L'espace virtuel que représente internet peut-il présider à l'émergence d'une thérapie individuelle ? En outre, celle-ci, de par
son caractère d'ouverture sur le monde, ne pourra-t-elle pas porter une aide quelconque à autrui, fervent "
supporter" de ce blog ? En d'autres termes, suivre l'évolution d'une thérapie individuelle peut-elle amener un tiers à entrer en considération des actes psychomédicaux qui la constitueront ?
Cette interrogation (
presque métaphysique) posée,
je sais pouvoir deviner en ce blog un espace pertinent d'échange d'informations et de communication entre mon toubib et moi-même. Après tout, sa maîtrise du sujet est telle qu'il peut être envisagé une collaboration ayant pour objectif d'induire un travail sur ma personnalité.
Ceci suppose avant tout que le non dit et le mensonge s'effacent au profit d'un dialogue sincère et constructif.
Mon problème majeur actuel procède de mon addiction à une substance médicamenteuse. J'ai souvenir d'avoir pris celle-ci pour la première fois alors que j'étais hébergé dans un hôtel de la ville de KNU. En pleine période de fêtes de fin d'année, je me retrouve seul dans une chambre qui n'avait de grande que le toit abrupte et pentu qui s'affalait sur mon lit. Un univers glauque... Pour une période festive.
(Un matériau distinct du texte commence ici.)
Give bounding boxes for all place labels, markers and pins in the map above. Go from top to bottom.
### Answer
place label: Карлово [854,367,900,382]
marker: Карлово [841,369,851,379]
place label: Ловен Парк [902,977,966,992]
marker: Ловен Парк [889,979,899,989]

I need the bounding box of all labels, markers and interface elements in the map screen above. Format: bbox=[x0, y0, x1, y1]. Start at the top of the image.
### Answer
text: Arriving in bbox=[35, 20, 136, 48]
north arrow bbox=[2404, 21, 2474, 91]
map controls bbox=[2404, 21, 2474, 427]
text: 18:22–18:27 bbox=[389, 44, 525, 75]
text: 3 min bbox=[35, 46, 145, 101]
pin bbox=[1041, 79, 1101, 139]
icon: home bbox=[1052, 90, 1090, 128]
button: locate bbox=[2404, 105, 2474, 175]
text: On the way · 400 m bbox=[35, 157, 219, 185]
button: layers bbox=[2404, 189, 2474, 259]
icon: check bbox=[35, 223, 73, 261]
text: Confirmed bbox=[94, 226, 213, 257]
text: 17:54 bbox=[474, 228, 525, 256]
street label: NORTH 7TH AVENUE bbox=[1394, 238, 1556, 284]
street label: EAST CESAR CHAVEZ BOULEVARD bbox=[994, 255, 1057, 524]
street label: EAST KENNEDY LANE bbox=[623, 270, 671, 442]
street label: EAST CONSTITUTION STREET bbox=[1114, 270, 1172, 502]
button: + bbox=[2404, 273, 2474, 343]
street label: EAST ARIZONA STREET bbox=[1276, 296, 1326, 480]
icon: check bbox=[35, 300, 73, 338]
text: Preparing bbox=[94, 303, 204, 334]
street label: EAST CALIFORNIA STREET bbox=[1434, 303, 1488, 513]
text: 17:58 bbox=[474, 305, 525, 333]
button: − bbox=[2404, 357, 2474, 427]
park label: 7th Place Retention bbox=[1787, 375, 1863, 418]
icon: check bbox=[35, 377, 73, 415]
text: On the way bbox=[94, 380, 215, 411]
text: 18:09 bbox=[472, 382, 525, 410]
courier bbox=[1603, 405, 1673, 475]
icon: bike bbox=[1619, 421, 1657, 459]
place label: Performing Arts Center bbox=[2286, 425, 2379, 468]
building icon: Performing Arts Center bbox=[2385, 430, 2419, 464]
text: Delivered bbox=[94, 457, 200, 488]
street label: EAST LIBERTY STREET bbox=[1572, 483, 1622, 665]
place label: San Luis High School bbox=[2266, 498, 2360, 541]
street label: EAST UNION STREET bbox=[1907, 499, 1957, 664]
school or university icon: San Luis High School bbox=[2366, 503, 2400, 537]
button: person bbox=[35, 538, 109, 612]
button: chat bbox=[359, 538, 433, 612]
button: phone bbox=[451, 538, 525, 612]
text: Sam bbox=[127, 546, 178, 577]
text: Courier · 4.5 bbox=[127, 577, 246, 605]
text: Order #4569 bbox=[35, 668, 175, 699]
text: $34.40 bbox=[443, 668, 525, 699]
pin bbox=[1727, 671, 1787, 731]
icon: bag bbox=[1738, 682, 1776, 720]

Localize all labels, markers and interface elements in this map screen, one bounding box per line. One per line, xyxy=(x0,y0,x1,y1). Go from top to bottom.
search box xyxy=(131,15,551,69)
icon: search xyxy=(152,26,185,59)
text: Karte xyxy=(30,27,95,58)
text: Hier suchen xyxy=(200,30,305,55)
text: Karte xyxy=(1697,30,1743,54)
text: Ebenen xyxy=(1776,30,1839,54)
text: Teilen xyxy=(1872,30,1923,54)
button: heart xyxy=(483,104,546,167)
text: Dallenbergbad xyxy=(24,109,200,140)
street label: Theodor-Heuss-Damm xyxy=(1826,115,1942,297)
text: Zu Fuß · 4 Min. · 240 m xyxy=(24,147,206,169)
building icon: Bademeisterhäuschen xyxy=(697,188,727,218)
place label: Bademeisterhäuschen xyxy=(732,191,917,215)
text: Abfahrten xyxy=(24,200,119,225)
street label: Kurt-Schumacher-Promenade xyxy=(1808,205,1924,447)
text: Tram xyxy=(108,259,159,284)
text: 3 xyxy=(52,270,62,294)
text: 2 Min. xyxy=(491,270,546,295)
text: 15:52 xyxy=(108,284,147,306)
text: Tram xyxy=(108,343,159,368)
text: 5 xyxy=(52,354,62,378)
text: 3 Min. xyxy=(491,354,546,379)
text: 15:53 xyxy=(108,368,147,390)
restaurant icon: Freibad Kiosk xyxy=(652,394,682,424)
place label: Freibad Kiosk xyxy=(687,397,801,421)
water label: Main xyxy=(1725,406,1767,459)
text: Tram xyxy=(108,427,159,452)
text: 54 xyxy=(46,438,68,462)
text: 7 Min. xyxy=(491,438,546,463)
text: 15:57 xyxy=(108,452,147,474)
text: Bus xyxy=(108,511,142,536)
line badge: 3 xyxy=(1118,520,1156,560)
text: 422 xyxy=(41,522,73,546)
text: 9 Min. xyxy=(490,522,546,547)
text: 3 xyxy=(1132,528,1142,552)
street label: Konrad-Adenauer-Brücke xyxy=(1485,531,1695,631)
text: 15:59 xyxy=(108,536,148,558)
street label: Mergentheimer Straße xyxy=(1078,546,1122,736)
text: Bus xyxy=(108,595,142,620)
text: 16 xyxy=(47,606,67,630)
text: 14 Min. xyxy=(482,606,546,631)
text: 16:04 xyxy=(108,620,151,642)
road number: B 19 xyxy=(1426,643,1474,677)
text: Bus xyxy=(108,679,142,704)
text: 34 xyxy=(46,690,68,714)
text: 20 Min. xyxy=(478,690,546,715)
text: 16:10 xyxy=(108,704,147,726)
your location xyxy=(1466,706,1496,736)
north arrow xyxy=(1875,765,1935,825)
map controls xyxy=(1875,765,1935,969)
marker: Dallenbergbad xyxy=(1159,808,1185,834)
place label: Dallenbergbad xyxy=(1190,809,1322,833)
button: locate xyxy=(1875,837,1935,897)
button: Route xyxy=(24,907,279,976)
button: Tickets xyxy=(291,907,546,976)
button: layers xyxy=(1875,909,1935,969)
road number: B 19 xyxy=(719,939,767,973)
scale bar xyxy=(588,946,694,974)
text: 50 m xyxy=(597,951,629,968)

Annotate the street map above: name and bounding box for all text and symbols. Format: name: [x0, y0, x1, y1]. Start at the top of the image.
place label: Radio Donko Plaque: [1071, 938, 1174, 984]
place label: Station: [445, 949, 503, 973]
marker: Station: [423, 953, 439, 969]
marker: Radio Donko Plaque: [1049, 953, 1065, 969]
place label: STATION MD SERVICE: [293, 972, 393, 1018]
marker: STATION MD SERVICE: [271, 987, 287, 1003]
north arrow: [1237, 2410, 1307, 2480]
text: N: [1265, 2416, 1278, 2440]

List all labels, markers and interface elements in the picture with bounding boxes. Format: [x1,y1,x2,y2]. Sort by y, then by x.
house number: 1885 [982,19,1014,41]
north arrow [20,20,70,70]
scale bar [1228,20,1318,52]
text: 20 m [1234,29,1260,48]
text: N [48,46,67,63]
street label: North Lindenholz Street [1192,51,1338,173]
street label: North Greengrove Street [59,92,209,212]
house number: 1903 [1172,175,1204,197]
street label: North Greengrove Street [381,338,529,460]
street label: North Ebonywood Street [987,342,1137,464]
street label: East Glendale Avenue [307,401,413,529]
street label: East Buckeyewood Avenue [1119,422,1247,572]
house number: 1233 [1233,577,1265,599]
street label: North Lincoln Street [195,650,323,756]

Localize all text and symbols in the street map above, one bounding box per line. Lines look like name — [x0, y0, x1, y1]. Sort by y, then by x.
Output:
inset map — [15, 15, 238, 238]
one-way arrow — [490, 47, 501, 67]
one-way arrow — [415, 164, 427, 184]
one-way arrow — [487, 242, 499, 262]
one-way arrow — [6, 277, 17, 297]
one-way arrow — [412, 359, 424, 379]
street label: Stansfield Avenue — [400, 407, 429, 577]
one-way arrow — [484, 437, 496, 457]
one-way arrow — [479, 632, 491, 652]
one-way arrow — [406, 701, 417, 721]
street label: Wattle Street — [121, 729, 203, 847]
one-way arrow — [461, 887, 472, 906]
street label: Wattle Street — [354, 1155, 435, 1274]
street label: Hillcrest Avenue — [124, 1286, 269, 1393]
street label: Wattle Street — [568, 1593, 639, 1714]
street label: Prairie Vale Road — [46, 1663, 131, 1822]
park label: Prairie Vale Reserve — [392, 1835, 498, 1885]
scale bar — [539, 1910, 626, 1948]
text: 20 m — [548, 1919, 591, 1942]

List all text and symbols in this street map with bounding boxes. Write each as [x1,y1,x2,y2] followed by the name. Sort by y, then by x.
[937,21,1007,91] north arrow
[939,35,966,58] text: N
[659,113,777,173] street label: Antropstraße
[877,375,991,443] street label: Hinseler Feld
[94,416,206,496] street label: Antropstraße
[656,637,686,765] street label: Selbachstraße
J'ai consommé (sic) ce soir-là une boîte de 20 comprimés, mais en les avalant avec un espacement temporel de 2 à 3 minutes. Mélangés à de la bière, j'ai connu ce soir-là un bien-être indéfinissable.
Suis-je toujours à la recherche de cet état antérieur connu dans des circonstances qui n'existent plus vraiment aujourd'hui ? Tel le tox' qui espère retrouver les effets de son premier shoot ou de sa première prise d'héroïne sniffée ?
Il me faut quand même regarder les choses en face : je ne peux continuer à ce rythme, je n'ai plus 20 ans. Oui, mais il ne suffit pas de se le dire... Je me rappelle de cette période de mon existence (vers l'âge de 10 ans) où j'étais dans l'incapacité d'avaler le moindre comprimé. Même ceux délivrés pour le mal des transports, aussi petis étaient-ils, ne pouvaient passer dans mon gloître.
En outre, suis-je vraiment aussi loin que je veux me le faire croire de cette période de polytoxicomanie chronique et aigüe ?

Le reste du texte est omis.